• **EXERCISE**: From the line with "M0 1544C329 1691" through the line with "M1362 935 1422 1004 1430 1021", repeat the entries verbatim, both end lines included, and add nothing.

• **MATERIAL FOR THE TASK**:
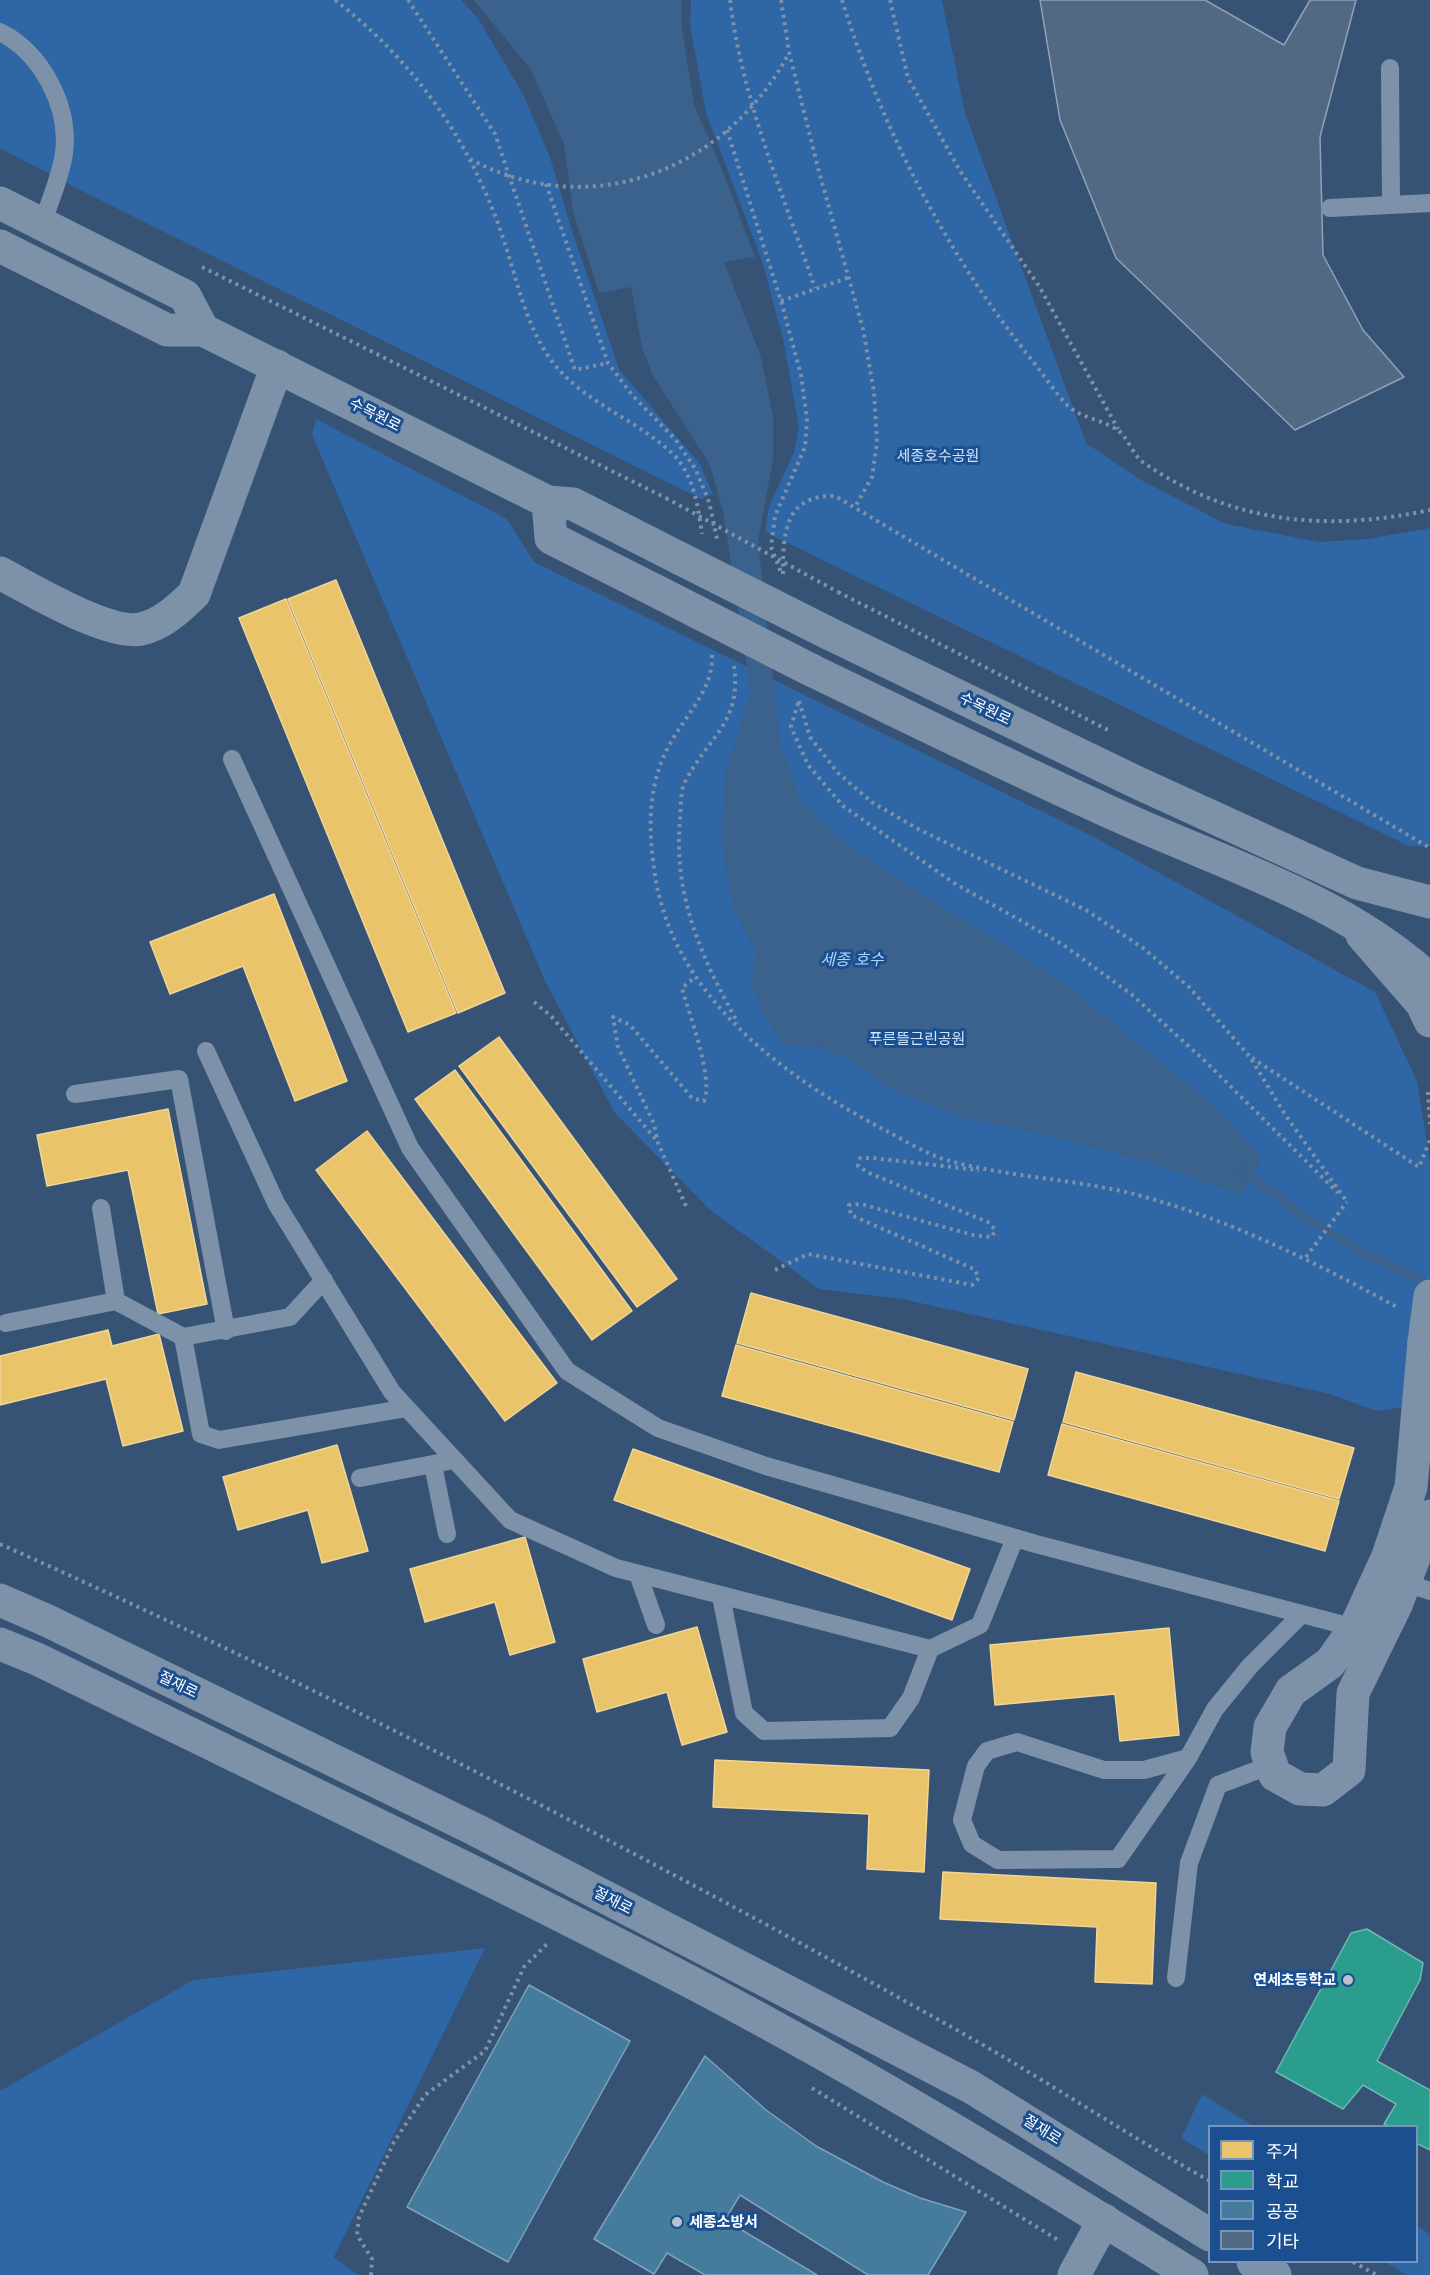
<!DOCTYPE html>
<meta charset="utf-8">
<style>
body{margin:0}
#map{position:relative;width:1430px;height:2275px;overflow:hidden;background:#365274;font-family:Inter,"Noto Sans KR",sans-serif}
canvas{display:block}
.legend{position:absolute;left:1208px;top:2125px;width:210px;height:138px;box-sizing:border-box;background:#1b4f8f;border:2px solid #7695bc;margin:0;padding:8px 10px;list-style:none;font-size:18px;color:#fff}
.legend li{display:flex;align-items:center;gap:12px;height:30px}
.legend b{width:30px;border:2px solid #7695bc}
</style>
<div id="map">
<canvas width="1430" height="2275"></canvas>
<ul class="legend">
<li><b style="height:16px;background:#e9c46a"></b>주거</li>
<li><b style="height:16px;background:#2a9d8f"></b>학교</li>
<li><b style="height:16px;background:#457b9d"></b>공공</li>
<li><b style="height:16px;background:#526984"></b>기타</li>
</ul>
</div>
<script>
const ctx = document.querySelector('canvas').getContext('2d');
ctx.lineJoin = 'round';
function paint(path, color) { ctx.fillStyle = color; ctx.fill(path, 'evenodd'); }
function strokePath(path, color, width, dash) { ctx.strokeStyle = color; ctx.lineWidth = width; ctx.lineCap = dash ? 'butt' : 'round'; ctx.setLineDash(dash || []); ctx.stroke(path); }
function label(font, color, halo, rows, align = 'center') {
  ctx.font = font + ' Inter,"Noto Sans KR",sans-serif'; ctx.lineWidth = 6; ctx.setLineDash([]); ctx.textBaseline = 'middle'; ctx.strokeStyle = halo; ctx.fillStyle = color; for (const [text, x, y, turn = 0] of rows) {
    ctx.save(); ctx.translate(x, y); ctx.rotate((+turn || 0) * Math.PI / 180); ctx.textAlign = isNaN(turn) ? turn : align; if (halo) ctx.strokeText(text, 0, 0); ctx.fillText(text, 0, 0); ctx.restore();
  }
}
paint(new Path2D(`
 M0 0H461L477 17 523 94 550 157 573 234 619 369 700 464 713 494 701 499 86 193 0 148Z
 M691 0H942L965 113 1086 443 1141 480 1226 524 1319 542 1368 539 1430 528V847L1409 846 765 532 769 507 794 452 799 427 783 339 762 261 706 113 690 24Z
 M316 419 507 519 534 562 1096 838 1375 992 1417 1081 1430 1162V1403L1377 1411 1330 1394 902 1299 819 1289 709 1209 614 1112 546 983 312 435Z
 M485 1948 334 2257 358 2275H0V2091L193 1980Z
 M1202 2094 1253 2126H1210L1209 2155 1181 2138Z
 M1417 2226 1430 2234V2275H1407L1385 2262H1416Z`), '#2f66a5');
paint(new Path2D(`
 M474 0H681L682 28 694 105 722 169 755 257 724 262 760 354 773 416V460L758 540 780 742 801 801 849 847 1068 986 1212 1104 1262 1159 1241 1195 1157 1165 1055 1137 962 1117 890 1089 849 1060 820 1048 783 1044 764 1015 751 981 756 953 732 904 721 839 725 775 751 693 723 512 710 465 652 374 642 347 631 287 599 293 573 211 564 144 531 70Z`), '#3b618d');
const homes = new Path2D(`
 M336 580 505 993 458 1013 288 599Z
 M286 599 456 1013 408 1032 239 618Z
 M274 894 347 1081 295 1101 243 966 170 994 150 942Z
 M499 1037 677 1279 637 1307 459 1066Z
 M455 1070 632 1311 592 1340 415 1099Z
 M168 1109 207 1304 158 1314 128 1170 47 1186 37 1135Z
 M367 1131 557 1383 505 1421 316 1170Z
 M751 1293 1028 1369 1014 1420 737 1343Z
 M108 1330 112 1346 159 1334 183 1431 123 1446 106 1379 0 1405V1356Z
 M736 1345 1013 1422 999 1472 722 1396Z
 M1076 1372 1354 1448 1339 1499 1063 1422Z
 M1062 1424 1339 1501 1325 1551 1048 1475Z
 M337 1445 368 1551 322 1563 308 1510 238 1530 223 1477Z
 M633 1449 970 1569 952 1620 614 1500Z
 M525 1537 555 1642 510 1655 495 1602 425 1622 410 1569Z
 M697 1627 727 1732 682 1745 667 1692 597 1712 583 1659Z
 M1169 1628 1179 1735 1120 1741 1115 1694 995 1705 990 1645Z
 M715 1760 929 1770 924 1872 867 1869 869 1814 713 1807Z
 M943 1872 1156 1883 1152 1984 1095 1982 1097 1927 940 1919Z`);
paint(homes, '#e9c46a');
strokePath(homes, '#f0d697', 1.5);
const schools = new Path2D(`
 M1367 1929 1423 1963 1420 1980 1377 2061 1430 2090V2150L1416 2143V2126H1389L1384 2124 1396 2104 1363 2085 1343 2109 1276 2072 1351 1933Z`);
paint(schools, '#2a9d8f');
strokePath(schools, '#6abab1', 1.5);
const public = new Path2D(`
 M529 1985 630 2041 508 2262 407 2207Z
 M705 2056 766 2110 816 2146 883 2182 920 2198 966 2212 928 2275H868L740 2195 725 2220 817 2275H705L667 2253 654 2274 594 2239Z`);
paint(public, '#457b9d');
strokePath(public, '#7da3ba', 1.5);
strokePath(new Path2D(`
 M1243 1172 1309 1220 1364 1253 1430 1285`), '#3b618d', 9);
const building = new Path2D(`
 M1040 0H1205L1284 45 1310 0H1356L1320 137 1323 255 1363 330 1404 377 1295 430 1116 258 1060 120Z`);
paint(building, '#526984');
strokePath(building, '#92a2b6', 1.5);
strokePath(new Path2D(`
 M335 0C415 62 471 142 503 238 517 279 525 324 551 360 583 403 635 418 673 454 694 475 698 507 702 534
 M408 0 495 134 575 370 608 363
 M730 0C742 99 783 194 815 288
 M781 0 789 52 818 168 863 329 874 392 877 443 872 477 855 507
 M842 0C882 129 946 253 1031 359 1043 374 1054 391 1067 405 1079 417 1102 420 1116 429 1128 436 1132 455 1144 463 1233 524 1327 532 1430 510
 M890 0 908 78 960 171 1039 286 1118 429
 M727 130 781 301 801 375 807 419 805 447 775 516 771 547 782 575
 M470 159C590 224 727 170 789 53
 M546 184 608 363 632 395 676 440 696 470 709 502 718 543
 M202 267 666 498
 M781 301 850 277
 M783 574C783 534 784 495 835 496L1430 848
 M838 592 1110 731
 M712 655C714 688 686 715 671 742 647 783 648 829 655 875 673 995 782 1076 883 1129 904 1140 927 1155 950 1161 1016 1179 1086 1179 1152 1199 1239 1224 1318 1264 1397 1307
 M734 666C742 724 707 737 684 784 680 794 681 809 680 820 673 895 702 959 738 1023
 M799 701 810 737 838 773 873 803 920 830 1086 910 1143 948 1189 987 1250 1057 1286 1116 1347 1202
 M798 703 791 727 808 765 843 806 954 883 1062 944 1131 994 1205 1061 1338 1193
 M534 1002 551 1016 658 1142
 M1252 1058 1419 1167 1430 1140
 M1428 1092 1430 1124
 M686 1206 658 1143 654 1124 618 1047 613 1017 630 1025 692 1098 704 1101C714 1079 689 1014 682 988L695 977
 M1306 1257 1347 1202
 M775 1270 808 1254 972 1285 979 1278 974 1269 851 1215 849 1205 861 1204 973 1235 992 1237 995 1230 990 1223 869 1173 858 1166 860 1158H873L979 1170
 M0 1544C329 1691 648 1856 962 2033 1046 2080 1125 2134 1210 2181
 M812 2088 1058 2240
 M1353 2262 1377 2275
 M371 2275 372 2259 357 2235 359 2217 394 2142 425 2095 485 2051 524 1967 547 1944`), '#7d92a8', 4, [3, 4.5]);
strokePath(new Path2D(`
 M0 32C42 53 70 107 64 153 61 177 49 202 42 225
 M1390 68 1391 205
 M1330 208 1430 203
 M232 759 410 1148 567 1371 658 1428 766 1466 1036 1544 1355 1628
 M206 1051 276 1203 392 1392 510 1520 616 1568 930 1649 980 1625 1015 1538
 M75 1094 179 1079 226 1331
 M101 1208 116 1301 183 1337 290 1317 324 1280
 M6 1323 116 1301
 M183 1337 201 1434 219 1440 407 1408
 M433 1465 447 1534
 M360 1478 454 1460
 M638 1574 656 1625
 M1405 1583 1430 1591
 M721 1596 744 1713 764 1731 890 1728 911 1698 930 1649
 M1188 1758 1118 1859 998 1860 972 1844 962 1820 976 1766 987 1751 1017 1742 1104 1770H1144L1188 1758 1215 1709 1250 1666 1302 1614
 M1176 1978 1189 1863 1218 1785 1271 1765`), '#7d92a8', 18);
strokePath(new Path2D(`
 M0 573C31 589 108 636 141 629 163 624 178 609 194 594L277 366
 M1362 935 1422 1004 1430 1021
 M1424 1342 1411 1487 1388 1556 1355 1628 1330 1663 1291 1691 1270 1727 1267 1752 1275 1775 1300 1789 1323 1790 1349 1770 1353 1693 1396 1605 1430 1516
 M1074 2275 1104 2220`), '#7d92a8', 33);
strokePath(new Path2D(`
 M0 203 185 296 203 330
 M0 246 167 330H203L548 502 573 504 681 559
 M548 502 551 538 662 594
 M828 633 1136 782 1357 883 1430 902
 M811 670C915 720 1018 771 1123 818 1227 865 1346 901 1430 980
 M0 1600 48 1621 476 1830 971 2087 1210 2235
 M0 1644 37 1659C259 1768 484 1874 704 1989 871 2077 1032 2176 1192 2275
 M1253 2262 1275 2275`), '#7d92a8', 33);
strokePath(new Path2D(`
 M666 498 838 592`), '#7d92a8', 4, [3, 4.5]);
strokePath(new Path2D(`
 M1424 1342 1430 1296`), '#7d92a8', 33);
strokePath(new Path2D(`
 M681 559 828 633
 M662 594 811 670`), '#7d92a8', 33);
for (const [x, y, r, color] of [
 [1348,1980,6,"#b9c2ce"],
 [677,2222,6,"#b9c2ce"]
]) { const dot = new Path2D(); dot.arc(x, y, r, 0, 2 * Math.PI); ctx.fillStyle = color; ctx.fill(dot); strokePath(dot, '#1b4f8f', 2); }
label('15px', '#fff', '#1b4f8f', [
 ["수목원로",375,415,27],
 ["수목원로",985,709,26],
 ["절재로",178,1685,26],
 ["절재로",613,1901,27],
 ["절재로",1042,2130,32]
]);
label('15px', '#cfe3fa', '#1b4f8f', [
 ["세종호수공원",938,456],
 ["푸른뜰근린공원",917,1039]
]);
label('bold 15px', '#fff', '#1b4f8f', [
 ["연세초등학교",1336,1980],
 ["세종소방서",689,2222,"left"]
], 'right');
label('italic 16px', '#b5d3f5', '#1b4f8f', [
 ["세종 호수",852,960]
]);
</script>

• **RESPONSE BOX**:
 M0 1544C329 1691 648 1856 962 2033 1046 2080 1125 2134 1210 2181
 M812 2088 1058 2240
 M1353 2262 1377 2275
 M371 2275 372 2259 357 2235 359 2217 394 2142 425 2095 485 2051 524 1967 547 1944`), '#7d92a8', 4, [3, 4.5]);
strokePath(new Path2D(`
 M0 32C42 53 70 107 64 153 61 177 49 202 42 225
 M1390 68 1391 205
 M1330 208 1430 203
 M232 759 410 1148 567 1371 658 1428 766 1466 1036 1544 1355 1628
 M206 1051 276 1203 392 1392 510 1520 616 1568 930 1649 980 1625 1015 1538
 M75 1094 179 1079 226 1331
 M101 1208 116 1301 183 1337 290 1317 324 1280
 M6 1323 116 1301
 M183 1337 201 1434 219 1440 407 1408
 M433 1465 447 1534
 M360 1478 454 1460
 M638 1574 656 1625
 M1405 1583 1430 1591
 M721 1596 744 1713 764 1731 890 1728 911 1698 930 1649
 M1188 1758 1118 1859 998 1860 972 1844 962 1820 976 1766 987 1751 1017 1742 1104 1770H1144L1188 1758 1215 1709 1250 1666 1302 1614
 M1176 1978 1189 1863 1218 1785 1271 1765`), '#7d92a8', 18);
strokePath(new Path2D(`
 M0 573C31 589 108 636 141 629 163 624 178 609 194 594L277 366
 M1362 935 1422 1004 1430 1021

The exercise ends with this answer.